Figure 15.8 Diabetic muscle infarction. Axial T1-weighted (A) and T2-weighted (B) images of the thigh show fascial, subcutaneous, and vastus muscle inflammation. Changes are more easily appreciated on the T2-weighted image in B.

MRI should be accomplished using T1-and T2-weighted or STIR sequences (conventional or FSE) in two image planes to define the extent of involvement. Contrast enhancement may be useful, but care must be taken in the diabetic population due to the risk of nephrogenic system sclerosis.⁶⁰ MR findings in the thigh and calf differ slightly. In the thigh, 100% demonstrate subcutaneous edema and 91% subfascial edema. In the calf, 100% demonstrate subcutaneous edema with subfascial edema in 60%.⁶⁰ Infarction may be hemorrhagic (increased signal intensity on T1-weighted images) or ischemic with low signal intensity on T1-weighted images centrally with a rim of high signal intensity on T2-weighted sequences or peripheral enhancement on fat-suppressed T1-weighted images (Figs. 15.8 and 15.9).⁶⁰

Infectious Myopathy

Myopathy may be related to bacterial, viral, mycobacterial, fungal, or parasitic organisms. Infections may be localized (pyomyositis, abscess, and gas gangrene) or generalized.⁵²^,⁶¹^,⁶²^,⁶³^,⁶⁴^,⁶⁵^,⁶⁶^,⁶⁷

Pyomyositis is an acute infection usually due to Staphylococcus aureus. Other bacteria and mycobacteria are less common. Patients typically have underlying disease such as malignancy, diabetes, or AIDS. In a series of 40 patients reported by Yu et al.⁶⁷ 77.5% of patients had some underlying disease with diabetes mellitus accounting for 40% of the cases followed by malignancy and other disorders such as cirrhosis. Patients present with pain, fever, and local swelling.⁵²^,⁶³^,⁶⁶^,⁶⁷

As with the above myopathies, T1-weighted, T2-weighted, and STIR images are most useful. Contrast enhancement is also useful for abscess detection and the normal diffuse enhancement pattern.⁶⁶ Care must be taken when considering gadolinium depending upon the underlying conditions, specifically diabetes and renal failure.⁶⁶^,⁶⁷ MR images demonstrate increased signal intensity in the involved muscle and subcutaneous tissues on T2-weighted
or STIR sequences. Abnormal signal intensity in adjacent structure also occurs. The adjacent marrow may be involved in 32.5% cases, fascial planes in 35%, and adjacent joints in 26%.⁶⁶ Fluid collections or abscesses are evident in 49% to 90% of cases. Yu et al.⁶⁷ reported at least one abscess in 90% of patients (Fig. 15.10). Contrast-enhanced fat-suppressed T1-weighted images demonstrate peripheral enhancement of abscesses.⁶¹^,⁶⁴^,⁶⁶ Abscesses tend to be larger in patients with underlying diabetes.⁶⁷ The majority of patients with abscesses are managed with surgical or image guided drainage procedures.⁶⁶

Figure 15.9 Ischemic myopathy in a diabetic. T2-weighted MR image demonstrating subcutaneous and subfascial increased signal intensity.
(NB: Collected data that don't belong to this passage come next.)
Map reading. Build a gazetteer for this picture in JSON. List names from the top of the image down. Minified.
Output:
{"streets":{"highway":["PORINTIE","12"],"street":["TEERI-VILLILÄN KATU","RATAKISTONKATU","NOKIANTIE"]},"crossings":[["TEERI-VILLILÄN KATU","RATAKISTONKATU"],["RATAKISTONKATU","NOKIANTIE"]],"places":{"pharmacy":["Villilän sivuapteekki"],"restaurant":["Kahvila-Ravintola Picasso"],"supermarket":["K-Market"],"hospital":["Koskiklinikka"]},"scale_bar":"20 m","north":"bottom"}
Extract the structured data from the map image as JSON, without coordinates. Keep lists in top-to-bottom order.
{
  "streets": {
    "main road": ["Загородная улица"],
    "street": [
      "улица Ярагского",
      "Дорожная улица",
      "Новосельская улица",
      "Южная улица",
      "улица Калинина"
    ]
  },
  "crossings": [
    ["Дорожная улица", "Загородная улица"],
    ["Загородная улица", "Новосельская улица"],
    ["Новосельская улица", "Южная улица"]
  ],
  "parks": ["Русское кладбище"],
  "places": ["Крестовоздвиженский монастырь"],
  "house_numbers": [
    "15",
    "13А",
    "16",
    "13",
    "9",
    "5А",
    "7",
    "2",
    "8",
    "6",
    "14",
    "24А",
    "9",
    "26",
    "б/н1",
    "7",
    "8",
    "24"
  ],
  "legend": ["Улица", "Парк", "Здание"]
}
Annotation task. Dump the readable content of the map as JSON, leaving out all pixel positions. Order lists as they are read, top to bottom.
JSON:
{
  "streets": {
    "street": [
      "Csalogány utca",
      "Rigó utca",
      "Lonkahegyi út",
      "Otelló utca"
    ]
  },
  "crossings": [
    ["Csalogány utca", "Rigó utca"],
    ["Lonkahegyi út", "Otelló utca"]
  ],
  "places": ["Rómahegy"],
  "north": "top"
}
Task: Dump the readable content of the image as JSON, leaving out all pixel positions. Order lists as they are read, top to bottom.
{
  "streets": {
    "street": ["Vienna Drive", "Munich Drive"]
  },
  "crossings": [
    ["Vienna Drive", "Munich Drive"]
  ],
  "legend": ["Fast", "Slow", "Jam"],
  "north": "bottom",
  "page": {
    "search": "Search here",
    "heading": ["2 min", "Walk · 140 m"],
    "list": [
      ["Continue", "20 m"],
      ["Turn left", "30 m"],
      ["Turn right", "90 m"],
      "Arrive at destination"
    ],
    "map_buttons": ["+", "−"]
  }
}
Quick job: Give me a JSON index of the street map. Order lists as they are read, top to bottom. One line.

Figure 15.10 Bacterial pyomyositis. Post-contrast fat-suppressed T1-weighted axial (A) and sagittal (B) images demonstrating multiple abscesses with peripheral enhancement (arrows).

Gas gangrene is diagnosed clinically. This is a rapidly progressive, potentially life-threatening clostridial infection. Onset is acute with severely ill patients. Crepitus is present on physical examination and gas is usually obvious on radiographs.⁴⁵

Generalized infectious myopathies are associated with HIV or related to rhabdomyolysis due to infections elsewhere.⁶²^,⁶³

Miscellaneous Myopathies

Granulomatous myositis has been described with sarcoidosis (see above), but may also occur with Crohn disease or primary biliary cirrhosis. Patients with thymoma and myasthenia gravis may also develop granulomatous myositis.⁶⁵ Granulomatous myositis has also been described with graft-versus-host disease (GVHD). This condition is seen in transplant patients. GVHD is reported in 25% to 40% of patients undergoing bone marrow transplant. Myositis of GVHD typically involves the proximal muscles of the extremity, but can involve distal muscles and the respiratory musculature.⁶⁵

IBM affects both the proximal and distal muscles.⁵⁶^,⁵⁷ This condition leads to severe disability. Elderly patients are most often affected. The etiology is uncertain. However, one theory is accumulation of abnormal proteins in muscles. The condition is progressive, resulting in fatty replacement in the involved muscles (Fig. 15.11). Muscle abnormalities are easily demonstrated on MR images.⁴⁵^,⁶⁸

Figure 15.11 Inclusion body myositis. Axial T1-weighted images demonstrating marked atrophy and fatty replacement in the anterior compartment with partial sparing of the posterior compartment.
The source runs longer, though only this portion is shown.